*** Begin section ***

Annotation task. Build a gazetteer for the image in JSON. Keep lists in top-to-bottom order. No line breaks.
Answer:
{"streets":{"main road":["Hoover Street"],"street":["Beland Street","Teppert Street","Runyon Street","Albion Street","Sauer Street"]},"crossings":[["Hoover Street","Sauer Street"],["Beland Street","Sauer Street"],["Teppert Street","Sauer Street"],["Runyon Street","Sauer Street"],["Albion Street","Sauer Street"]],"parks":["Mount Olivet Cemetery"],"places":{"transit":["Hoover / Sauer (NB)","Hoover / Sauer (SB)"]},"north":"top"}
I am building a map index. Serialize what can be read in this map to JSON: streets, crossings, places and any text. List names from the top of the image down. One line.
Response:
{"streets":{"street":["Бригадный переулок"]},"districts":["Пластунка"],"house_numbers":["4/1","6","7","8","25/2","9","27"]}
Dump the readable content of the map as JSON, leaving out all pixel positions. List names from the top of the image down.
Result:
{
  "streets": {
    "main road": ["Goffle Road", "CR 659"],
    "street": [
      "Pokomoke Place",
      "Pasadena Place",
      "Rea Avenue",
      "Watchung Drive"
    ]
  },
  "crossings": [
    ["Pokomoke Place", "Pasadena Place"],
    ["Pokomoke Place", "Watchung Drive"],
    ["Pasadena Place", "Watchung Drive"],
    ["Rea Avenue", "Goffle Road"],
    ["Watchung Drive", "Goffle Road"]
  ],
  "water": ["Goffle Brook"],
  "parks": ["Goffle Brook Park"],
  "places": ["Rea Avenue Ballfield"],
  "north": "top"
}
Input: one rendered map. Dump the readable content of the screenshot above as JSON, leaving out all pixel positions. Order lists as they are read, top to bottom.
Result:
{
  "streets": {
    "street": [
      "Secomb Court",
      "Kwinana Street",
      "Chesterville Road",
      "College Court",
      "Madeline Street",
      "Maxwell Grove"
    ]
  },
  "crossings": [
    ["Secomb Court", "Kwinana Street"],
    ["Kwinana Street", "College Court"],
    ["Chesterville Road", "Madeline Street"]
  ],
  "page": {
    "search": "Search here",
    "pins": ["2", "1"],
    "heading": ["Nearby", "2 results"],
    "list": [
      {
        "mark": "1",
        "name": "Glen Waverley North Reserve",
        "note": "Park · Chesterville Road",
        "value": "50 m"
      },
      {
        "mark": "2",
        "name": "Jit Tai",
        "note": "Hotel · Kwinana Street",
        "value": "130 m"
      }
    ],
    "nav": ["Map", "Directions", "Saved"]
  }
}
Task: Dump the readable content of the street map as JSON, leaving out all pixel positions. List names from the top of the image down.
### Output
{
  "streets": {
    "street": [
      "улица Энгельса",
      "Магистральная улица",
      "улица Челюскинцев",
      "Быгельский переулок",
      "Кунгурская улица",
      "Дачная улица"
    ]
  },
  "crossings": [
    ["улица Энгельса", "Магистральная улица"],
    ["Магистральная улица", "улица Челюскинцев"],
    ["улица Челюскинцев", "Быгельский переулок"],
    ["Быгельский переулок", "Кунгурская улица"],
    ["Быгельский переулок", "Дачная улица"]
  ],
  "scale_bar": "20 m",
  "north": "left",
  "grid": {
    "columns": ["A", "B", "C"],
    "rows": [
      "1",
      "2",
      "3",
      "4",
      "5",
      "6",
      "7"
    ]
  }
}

*** End section ***

Scan the listing for the string "names". Copy each line that has it.

I am building a map index. Serialize what can be read in this map to JSON: streets, crossings, places and any text. List names from the top of the image down. One line.
Dump the readable content of the map as JSON, leaving out all pixel positions. List names from the top of the image down.
Task: Dump the readable content of the street map as JSON, leaving out all pixel positions. List names from the top of the image down.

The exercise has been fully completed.